Stored data entries
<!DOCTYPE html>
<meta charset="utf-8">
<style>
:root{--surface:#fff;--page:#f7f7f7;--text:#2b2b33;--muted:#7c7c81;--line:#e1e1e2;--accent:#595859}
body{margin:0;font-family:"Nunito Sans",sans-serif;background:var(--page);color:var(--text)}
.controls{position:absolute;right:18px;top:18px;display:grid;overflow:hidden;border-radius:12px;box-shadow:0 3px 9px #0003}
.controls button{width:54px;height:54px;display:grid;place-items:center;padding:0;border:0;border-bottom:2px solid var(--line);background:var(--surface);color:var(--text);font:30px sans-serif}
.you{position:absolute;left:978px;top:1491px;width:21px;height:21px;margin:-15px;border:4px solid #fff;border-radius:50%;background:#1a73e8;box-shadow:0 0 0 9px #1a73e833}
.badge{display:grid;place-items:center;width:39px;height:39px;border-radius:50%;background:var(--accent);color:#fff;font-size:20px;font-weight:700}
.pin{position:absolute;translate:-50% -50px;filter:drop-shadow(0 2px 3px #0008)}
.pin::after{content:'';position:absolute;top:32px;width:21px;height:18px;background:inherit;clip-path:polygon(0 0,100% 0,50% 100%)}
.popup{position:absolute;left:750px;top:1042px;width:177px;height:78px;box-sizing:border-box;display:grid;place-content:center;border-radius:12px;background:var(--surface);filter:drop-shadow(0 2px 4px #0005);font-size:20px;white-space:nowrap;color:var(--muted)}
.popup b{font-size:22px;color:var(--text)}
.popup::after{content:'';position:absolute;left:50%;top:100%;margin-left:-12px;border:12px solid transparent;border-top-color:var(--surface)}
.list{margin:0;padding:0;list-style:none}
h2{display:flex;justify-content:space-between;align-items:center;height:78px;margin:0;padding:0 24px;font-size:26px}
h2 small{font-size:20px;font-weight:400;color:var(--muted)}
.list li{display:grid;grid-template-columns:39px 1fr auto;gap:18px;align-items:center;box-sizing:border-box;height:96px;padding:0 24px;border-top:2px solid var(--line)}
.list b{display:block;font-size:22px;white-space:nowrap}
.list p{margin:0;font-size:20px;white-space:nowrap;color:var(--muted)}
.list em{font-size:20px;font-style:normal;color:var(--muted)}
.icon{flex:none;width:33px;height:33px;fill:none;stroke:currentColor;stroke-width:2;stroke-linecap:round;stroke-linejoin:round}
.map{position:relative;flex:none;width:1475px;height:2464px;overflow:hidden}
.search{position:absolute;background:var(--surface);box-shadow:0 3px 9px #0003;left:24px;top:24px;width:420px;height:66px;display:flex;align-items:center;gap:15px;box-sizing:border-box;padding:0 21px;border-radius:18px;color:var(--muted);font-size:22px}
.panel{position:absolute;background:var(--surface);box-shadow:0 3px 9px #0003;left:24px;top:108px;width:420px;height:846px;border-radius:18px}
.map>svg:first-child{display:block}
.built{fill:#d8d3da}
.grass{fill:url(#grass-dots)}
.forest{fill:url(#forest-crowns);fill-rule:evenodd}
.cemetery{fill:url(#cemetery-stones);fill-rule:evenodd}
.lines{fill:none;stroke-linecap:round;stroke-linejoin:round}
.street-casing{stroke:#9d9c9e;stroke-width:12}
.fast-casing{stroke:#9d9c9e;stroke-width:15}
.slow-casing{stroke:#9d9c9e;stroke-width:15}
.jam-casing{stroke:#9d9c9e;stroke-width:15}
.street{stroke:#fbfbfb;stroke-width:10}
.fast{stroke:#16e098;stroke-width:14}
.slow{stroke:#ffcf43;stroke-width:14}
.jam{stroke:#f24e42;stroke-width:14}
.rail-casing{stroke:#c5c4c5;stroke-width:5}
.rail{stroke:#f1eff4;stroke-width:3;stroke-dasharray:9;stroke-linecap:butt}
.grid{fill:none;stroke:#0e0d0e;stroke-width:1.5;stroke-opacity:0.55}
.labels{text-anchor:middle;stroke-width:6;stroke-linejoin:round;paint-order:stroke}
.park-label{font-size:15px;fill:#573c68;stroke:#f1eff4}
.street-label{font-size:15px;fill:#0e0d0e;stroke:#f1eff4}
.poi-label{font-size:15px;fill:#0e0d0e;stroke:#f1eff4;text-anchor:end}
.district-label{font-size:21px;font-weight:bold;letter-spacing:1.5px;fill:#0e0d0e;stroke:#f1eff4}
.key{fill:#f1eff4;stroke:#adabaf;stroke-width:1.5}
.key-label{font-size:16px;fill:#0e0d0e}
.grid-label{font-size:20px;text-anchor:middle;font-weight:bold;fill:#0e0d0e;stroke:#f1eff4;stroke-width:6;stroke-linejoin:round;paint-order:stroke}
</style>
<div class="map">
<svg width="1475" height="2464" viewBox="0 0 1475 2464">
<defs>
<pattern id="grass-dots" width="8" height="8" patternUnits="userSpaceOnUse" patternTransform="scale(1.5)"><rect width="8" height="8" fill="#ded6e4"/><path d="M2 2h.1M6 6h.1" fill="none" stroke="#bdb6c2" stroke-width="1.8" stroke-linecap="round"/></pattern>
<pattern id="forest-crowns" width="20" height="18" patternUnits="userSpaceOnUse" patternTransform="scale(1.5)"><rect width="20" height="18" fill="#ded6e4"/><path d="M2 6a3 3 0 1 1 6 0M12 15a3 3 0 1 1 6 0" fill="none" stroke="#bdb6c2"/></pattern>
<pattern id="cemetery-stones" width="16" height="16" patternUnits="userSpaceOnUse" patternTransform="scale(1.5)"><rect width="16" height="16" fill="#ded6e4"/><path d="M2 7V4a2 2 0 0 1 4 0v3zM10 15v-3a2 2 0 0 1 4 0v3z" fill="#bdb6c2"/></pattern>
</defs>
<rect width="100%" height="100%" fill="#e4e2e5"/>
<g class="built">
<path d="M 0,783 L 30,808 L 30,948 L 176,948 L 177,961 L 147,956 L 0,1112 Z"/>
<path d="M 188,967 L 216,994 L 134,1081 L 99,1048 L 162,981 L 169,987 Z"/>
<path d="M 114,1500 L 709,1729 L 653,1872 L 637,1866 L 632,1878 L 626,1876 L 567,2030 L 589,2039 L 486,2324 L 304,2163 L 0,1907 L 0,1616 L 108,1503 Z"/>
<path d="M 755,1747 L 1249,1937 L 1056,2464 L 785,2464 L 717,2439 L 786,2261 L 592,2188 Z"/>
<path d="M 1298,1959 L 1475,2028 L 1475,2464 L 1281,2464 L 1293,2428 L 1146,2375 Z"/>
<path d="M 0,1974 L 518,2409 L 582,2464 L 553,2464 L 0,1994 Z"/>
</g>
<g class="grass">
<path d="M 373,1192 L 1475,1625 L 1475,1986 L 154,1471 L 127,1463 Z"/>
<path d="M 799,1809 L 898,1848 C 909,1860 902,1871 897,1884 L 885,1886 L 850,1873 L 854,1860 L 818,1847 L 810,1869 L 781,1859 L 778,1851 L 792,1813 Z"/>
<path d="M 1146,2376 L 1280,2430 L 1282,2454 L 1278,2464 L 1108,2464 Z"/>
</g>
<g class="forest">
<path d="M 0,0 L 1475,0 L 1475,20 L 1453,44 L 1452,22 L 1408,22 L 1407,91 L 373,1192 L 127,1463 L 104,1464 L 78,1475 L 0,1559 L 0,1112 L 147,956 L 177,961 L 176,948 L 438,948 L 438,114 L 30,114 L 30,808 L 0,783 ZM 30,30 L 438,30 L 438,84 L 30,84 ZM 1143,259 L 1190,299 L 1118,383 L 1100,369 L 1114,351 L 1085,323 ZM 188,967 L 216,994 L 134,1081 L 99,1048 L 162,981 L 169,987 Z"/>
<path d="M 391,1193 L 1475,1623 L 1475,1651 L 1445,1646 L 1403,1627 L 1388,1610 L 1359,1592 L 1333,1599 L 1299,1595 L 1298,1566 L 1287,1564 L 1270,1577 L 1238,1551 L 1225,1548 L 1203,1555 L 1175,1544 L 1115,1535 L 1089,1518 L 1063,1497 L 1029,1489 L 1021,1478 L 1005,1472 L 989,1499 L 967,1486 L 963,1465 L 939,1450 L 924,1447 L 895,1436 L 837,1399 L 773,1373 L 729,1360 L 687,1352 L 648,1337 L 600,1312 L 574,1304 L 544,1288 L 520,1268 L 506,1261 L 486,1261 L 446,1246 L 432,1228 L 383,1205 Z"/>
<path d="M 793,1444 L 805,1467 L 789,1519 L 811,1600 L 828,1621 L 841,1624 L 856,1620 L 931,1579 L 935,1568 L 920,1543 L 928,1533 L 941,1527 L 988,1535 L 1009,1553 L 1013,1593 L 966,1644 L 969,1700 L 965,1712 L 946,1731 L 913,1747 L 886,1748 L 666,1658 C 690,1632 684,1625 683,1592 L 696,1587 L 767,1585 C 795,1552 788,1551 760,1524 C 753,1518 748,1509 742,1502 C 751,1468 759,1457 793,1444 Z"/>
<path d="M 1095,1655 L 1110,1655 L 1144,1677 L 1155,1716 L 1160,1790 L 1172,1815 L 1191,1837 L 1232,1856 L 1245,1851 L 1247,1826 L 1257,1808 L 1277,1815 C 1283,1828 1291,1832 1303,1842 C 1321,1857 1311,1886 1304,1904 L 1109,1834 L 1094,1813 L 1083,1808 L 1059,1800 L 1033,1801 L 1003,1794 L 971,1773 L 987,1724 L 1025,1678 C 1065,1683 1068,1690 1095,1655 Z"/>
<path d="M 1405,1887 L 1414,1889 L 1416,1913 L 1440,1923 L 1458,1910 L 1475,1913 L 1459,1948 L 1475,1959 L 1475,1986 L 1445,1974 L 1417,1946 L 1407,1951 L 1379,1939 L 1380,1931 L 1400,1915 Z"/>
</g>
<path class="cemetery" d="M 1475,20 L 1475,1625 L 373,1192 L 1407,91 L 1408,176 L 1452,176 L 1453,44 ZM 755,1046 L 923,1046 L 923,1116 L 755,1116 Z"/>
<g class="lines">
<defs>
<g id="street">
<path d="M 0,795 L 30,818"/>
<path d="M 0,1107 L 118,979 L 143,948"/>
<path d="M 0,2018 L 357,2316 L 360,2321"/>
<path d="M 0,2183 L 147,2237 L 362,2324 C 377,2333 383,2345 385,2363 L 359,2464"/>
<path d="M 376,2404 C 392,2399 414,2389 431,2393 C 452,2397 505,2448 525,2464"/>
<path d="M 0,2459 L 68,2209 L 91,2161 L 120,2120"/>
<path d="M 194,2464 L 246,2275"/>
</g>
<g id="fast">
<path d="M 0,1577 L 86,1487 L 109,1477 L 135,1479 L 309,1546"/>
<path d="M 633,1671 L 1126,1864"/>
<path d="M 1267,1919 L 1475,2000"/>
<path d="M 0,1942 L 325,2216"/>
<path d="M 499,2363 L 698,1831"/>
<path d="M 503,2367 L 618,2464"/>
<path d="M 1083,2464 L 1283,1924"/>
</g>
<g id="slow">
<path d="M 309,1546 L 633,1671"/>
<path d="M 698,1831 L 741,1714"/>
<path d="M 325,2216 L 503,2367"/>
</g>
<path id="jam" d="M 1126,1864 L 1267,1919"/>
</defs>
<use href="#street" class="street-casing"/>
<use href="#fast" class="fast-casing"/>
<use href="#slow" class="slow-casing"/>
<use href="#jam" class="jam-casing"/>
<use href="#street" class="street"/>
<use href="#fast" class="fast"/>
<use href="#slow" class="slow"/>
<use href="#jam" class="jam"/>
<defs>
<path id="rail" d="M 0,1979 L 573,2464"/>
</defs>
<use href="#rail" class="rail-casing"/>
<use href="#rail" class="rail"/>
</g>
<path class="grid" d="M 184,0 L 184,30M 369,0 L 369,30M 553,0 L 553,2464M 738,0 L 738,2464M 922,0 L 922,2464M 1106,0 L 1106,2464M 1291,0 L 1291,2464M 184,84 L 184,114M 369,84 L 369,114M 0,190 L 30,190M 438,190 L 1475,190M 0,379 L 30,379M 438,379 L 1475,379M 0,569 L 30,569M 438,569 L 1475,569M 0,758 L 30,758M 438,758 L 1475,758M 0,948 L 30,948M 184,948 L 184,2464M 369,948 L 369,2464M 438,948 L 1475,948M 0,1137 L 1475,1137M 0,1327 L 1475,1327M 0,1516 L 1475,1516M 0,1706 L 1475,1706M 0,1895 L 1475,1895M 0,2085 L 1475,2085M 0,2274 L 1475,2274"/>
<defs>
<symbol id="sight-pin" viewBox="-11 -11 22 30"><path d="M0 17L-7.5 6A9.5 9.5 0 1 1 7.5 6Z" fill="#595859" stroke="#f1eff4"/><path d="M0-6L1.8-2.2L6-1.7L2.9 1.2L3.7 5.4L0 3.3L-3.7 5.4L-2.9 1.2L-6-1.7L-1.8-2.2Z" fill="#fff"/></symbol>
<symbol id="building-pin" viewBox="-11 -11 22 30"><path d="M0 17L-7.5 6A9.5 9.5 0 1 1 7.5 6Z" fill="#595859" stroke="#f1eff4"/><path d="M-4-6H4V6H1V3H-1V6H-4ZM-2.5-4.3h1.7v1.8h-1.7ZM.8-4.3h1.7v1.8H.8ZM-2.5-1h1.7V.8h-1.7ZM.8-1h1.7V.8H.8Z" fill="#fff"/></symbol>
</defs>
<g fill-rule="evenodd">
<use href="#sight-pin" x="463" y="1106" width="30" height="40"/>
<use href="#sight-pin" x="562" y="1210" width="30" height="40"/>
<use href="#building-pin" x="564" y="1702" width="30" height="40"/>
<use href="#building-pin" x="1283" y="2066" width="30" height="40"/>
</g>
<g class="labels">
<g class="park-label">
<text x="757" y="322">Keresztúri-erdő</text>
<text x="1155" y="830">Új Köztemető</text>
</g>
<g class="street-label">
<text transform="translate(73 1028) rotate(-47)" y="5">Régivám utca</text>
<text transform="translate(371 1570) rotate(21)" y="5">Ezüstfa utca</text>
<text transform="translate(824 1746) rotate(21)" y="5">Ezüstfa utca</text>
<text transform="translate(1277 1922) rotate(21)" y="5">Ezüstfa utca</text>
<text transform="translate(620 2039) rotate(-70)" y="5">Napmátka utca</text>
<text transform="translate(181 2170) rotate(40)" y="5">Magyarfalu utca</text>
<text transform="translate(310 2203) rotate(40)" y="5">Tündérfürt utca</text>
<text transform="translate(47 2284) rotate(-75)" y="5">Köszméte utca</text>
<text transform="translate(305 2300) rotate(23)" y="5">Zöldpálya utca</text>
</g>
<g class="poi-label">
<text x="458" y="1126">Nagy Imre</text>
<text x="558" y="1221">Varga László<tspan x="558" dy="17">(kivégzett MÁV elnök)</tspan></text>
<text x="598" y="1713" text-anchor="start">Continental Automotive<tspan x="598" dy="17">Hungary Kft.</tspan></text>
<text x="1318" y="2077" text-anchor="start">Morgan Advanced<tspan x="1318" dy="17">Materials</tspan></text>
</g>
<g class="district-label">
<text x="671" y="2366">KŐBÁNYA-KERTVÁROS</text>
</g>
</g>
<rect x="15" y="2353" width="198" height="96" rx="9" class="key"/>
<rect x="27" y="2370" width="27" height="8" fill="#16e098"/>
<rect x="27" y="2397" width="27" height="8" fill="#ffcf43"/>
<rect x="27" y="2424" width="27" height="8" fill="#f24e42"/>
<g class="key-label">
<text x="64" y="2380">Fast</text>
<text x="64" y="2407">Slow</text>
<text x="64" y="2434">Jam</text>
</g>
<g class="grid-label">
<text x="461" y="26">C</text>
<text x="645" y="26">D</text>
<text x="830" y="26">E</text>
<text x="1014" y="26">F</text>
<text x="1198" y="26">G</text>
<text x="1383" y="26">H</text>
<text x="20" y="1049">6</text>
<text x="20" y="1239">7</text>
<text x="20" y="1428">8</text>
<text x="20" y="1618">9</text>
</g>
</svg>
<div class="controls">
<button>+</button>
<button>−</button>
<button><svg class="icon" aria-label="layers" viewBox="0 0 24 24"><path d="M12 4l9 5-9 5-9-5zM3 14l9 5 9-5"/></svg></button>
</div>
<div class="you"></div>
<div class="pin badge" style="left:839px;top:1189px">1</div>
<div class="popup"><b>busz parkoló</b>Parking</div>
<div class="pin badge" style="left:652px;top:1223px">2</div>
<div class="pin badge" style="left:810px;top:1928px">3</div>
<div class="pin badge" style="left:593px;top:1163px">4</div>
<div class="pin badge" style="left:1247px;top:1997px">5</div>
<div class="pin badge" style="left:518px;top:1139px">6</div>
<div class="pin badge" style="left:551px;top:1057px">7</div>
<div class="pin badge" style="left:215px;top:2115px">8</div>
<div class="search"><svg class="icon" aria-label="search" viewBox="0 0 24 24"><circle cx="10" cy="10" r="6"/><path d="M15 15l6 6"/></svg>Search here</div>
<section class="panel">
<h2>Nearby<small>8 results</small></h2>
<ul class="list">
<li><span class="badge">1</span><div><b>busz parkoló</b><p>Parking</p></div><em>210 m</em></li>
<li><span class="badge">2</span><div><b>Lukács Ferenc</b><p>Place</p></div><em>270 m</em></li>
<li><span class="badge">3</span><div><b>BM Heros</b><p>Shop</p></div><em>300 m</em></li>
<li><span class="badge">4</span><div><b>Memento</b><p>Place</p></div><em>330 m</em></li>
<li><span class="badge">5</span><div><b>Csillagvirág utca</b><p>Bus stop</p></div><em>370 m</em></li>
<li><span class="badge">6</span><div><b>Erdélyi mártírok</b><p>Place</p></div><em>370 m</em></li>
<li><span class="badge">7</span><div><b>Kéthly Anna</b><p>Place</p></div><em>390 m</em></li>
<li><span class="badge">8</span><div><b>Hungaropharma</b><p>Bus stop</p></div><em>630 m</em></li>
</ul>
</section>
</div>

TASK DESCRIPTION: Scan the entries above for the word "controls" and collect each line holding it.

RESPONSE TO THE TASK:
.controls{position:absolute;right:18px;top:18px;display:grid;overflow:hidden;border-radius:12px;box-shadow:0 3px 9px #0003}
.controls button{width:54px;height:54px;display:grid;place-items:center;padding:0;border:0;border-bottom:2px solid var(--line);background:var(--surface);color:var(--text);font:30px sans-serif}
<div class="controls">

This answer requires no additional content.